Algorithm Overview
The Monotonic Binning via Linear Programming (MBLP) algorithm operates in four
sequential phases designed to balance predictive power (IV maximization) and
interpretability (monotonic WoE):
Phase 1: Quantile-Based Pre-binning
Initial bin boundaries are determined using empirical quantiles of the feature
distribution. For \(k\) pre-bins, cutpoints are computed as:
$$q_i = x_{(\lceil p_i \times (N - 1) \rceil)}, \quad p_i = \frac{i}{k}, \quad i = 1, 2, \ldots, k-1$$
where \(x_{(j)}\) denotes the \(j\)-th order statistic. This approach ensures
equal-frequency bins under the assumption of continuous data, though ties may
cause deviations in practice. The first and last boundaries are set to
\(-\infty\) and \(+\infty\), respectively.
Phase 2: Frequency-Based Bin Merging
Bins with total count below bin_cutoff \(\times N\) are iteratively
merged with adjacent bins to ensure statistical reliability. The merge strategy
selects the neighbor with the smallest count (greedy heuristic), continuing
until all bins meet the frequency threshold or min_bins is reached.
Phase 3: Monotonicity Direction Determination
If force_monotonic_direction = 0, the algorithm computes the Pearson
correlation between bin indices and WoE values:
$$\rho = \frac{\sum_{i=1}^{k} (i - \bar{i})(\text{WoE}_i - \overline{\text{WoE}})}{\sqrt{\sum_{i=1}^{k} (i - \bar{i})^2 \sum_{i=1}^{k} (\text{WoE}_i - \overline{\text{WoE}})^2}}$$
The monotonicity direction is set as:
$$\text{direction} = \begin{cases} 1 & \text{if } \rho \ge 0 \text{ (increasing)} \\ -1 & \text{if } \rho < 0 \text{ (decreasing)} \end{cases}$$
If force_monotonic_direction is explicitly set to 1 or -1, that value
overrides the correlation-based determination.

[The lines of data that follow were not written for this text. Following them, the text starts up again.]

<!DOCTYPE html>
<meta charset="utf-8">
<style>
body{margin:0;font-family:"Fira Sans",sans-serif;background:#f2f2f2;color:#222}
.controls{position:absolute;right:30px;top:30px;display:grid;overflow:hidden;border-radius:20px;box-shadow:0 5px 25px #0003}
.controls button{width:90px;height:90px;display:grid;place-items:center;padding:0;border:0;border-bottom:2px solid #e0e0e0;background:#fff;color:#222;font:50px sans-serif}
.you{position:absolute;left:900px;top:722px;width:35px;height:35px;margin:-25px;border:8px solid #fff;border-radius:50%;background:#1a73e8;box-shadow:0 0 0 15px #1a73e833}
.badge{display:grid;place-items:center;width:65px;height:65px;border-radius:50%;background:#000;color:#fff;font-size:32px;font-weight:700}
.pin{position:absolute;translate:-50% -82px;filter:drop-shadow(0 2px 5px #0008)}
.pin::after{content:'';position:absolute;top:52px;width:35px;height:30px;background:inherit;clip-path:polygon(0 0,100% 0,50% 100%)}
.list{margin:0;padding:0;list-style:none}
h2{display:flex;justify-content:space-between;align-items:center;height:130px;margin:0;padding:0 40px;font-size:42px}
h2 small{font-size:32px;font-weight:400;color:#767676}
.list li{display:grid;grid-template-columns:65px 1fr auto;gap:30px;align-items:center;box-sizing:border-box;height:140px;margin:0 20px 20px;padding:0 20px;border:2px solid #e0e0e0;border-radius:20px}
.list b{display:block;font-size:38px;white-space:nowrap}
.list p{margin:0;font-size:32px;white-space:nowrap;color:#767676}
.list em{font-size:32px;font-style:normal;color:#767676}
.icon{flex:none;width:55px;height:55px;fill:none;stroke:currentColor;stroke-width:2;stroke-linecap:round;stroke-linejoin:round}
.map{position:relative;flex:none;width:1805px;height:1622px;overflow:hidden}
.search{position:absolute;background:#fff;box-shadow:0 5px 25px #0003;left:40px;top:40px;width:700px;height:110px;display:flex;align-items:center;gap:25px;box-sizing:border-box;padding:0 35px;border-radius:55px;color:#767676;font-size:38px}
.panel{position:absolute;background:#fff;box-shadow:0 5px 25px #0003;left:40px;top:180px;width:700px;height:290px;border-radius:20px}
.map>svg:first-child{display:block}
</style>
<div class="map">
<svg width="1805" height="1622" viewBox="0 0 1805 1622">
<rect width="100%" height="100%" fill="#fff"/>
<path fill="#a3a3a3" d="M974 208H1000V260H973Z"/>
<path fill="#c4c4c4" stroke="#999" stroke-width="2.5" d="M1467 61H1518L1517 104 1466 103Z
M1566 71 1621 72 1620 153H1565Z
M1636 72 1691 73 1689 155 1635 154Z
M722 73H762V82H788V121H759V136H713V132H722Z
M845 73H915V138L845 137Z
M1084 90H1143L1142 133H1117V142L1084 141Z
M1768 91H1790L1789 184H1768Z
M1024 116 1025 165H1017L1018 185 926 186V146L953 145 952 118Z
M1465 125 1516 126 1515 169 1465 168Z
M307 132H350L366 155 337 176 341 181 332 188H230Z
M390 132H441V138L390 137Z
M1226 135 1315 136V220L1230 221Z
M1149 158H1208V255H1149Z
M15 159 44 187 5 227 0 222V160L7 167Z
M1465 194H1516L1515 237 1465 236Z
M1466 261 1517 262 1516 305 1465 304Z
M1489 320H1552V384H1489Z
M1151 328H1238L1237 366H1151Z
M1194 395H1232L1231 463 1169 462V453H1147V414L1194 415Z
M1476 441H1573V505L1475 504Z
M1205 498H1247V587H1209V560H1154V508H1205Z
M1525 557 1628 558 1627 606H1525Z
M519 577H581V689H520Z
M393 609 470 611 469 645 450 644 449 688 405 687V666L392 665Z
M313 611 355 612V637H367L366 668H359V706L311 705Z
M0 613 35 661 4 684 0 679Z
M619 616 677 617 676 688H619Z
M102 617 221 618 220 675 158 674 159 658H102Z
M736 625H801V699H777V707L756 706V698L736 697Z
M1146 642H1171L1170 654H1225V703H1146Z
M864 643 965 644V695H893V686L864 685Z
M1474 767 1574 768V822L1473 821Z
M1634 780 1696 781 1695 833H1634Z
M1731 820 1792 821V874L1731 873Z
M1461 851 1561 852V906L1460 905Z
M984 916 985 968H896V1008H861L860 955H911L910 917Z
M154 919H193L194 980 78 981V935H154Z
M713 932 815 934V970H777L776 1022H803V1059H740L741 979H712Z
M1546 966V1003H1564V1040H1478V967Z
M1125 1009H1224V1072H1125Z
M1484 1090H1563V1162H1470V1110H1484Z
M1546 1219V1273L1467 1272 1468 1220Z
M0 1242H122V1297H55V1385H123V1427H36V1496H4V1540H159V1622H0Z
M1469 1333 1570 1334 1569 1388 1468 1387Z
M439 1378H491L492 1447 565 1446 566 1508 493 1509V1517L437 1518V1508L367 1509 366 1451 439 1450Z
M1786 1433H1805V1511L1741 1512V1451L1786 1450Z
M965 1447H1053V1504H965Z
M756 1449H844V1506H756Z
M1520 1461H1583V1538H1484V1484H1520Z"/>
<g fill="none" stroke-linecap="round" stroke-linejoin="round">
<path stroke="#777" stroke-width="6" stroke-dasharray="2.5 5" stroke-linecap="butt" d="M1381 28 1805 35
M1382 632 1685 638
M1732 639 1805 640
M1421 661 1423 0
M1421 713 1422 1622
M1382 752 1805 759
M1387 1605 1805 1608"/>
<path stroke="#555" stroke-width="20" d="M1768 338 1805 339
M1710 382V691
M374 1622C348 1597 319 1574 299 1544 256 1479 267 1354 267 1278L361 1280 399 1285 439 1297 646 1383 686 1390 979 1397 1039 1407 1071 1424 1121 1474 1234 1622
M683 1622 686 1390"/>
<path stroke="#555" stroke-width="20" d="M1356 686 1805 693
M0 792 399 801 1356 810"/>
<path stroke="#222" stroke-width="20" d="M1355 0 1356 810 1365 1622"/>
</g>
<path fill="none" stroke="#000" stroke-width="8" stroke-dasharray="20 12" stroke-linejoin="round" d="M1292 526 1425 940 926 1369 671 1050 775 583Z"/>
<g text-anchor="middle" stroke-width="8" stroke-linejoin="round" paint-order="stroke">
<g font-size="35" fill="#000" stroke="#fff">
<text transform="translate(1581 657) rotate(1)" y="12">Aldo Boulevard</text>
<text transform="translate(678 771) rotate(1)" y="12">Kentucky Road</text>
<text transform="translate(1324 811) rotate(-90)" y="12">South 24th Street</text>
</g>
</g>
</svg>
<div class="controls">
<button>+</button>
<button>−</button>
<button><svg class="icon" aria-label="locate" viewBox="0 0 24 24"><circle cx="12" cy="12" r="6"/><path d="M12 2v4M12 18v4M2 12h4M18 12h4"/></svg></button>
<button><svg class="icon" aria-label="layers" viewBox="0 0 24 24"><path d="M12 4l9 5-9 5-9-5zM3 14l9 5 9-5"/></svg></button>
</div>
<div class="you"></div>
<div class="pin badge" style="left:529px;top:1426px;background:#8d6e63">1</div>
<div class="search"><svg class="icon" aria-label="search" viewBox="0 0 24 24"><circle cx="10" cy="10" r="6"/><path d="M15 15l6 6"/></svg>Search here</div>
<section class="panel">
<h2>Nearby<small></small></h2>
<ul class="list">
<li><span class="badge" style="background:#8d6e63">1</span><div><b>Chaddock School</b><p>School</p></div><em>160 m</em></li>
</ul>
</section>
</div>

Phase 4: Iterative Optimization Loop
The core optimization alternates between two enforcement steps until convergence:
Cardinality Constraint: If the number of bins \(k\) exceeds
max_bins, the algorithm identifies the pair of adjacent bins
\((i, i+1)\) that minimizes the IV loss when merged:
$$\Delta \text{IV}_{i,i+1} = \text{IV}_i + \text{IV}_{i+1} - \text{IV}_{\text{merged}}$$
where \(\text{IV}_{\text{merged}}\) is recalculated using combined counts.
The merge is performed only if it preserves monotonicity (checked via WoE
comparison with neighboring bins).
Monotonicity Enforcement: For each pair of consecutive bins,
violations are detected as:
where \(\epsilon = 10^{-10}\) (numerical tolerance). Violating bins are
immediately merged.
Convergence Test: After each iteration, the total IV is compared
to the previous iteration. If \(|\text{IV}^{(t)} - \text{IV}^{(t-1)}| < \text{convergence\_threshold}\)
or monotonicity is achieved, the loop terminates.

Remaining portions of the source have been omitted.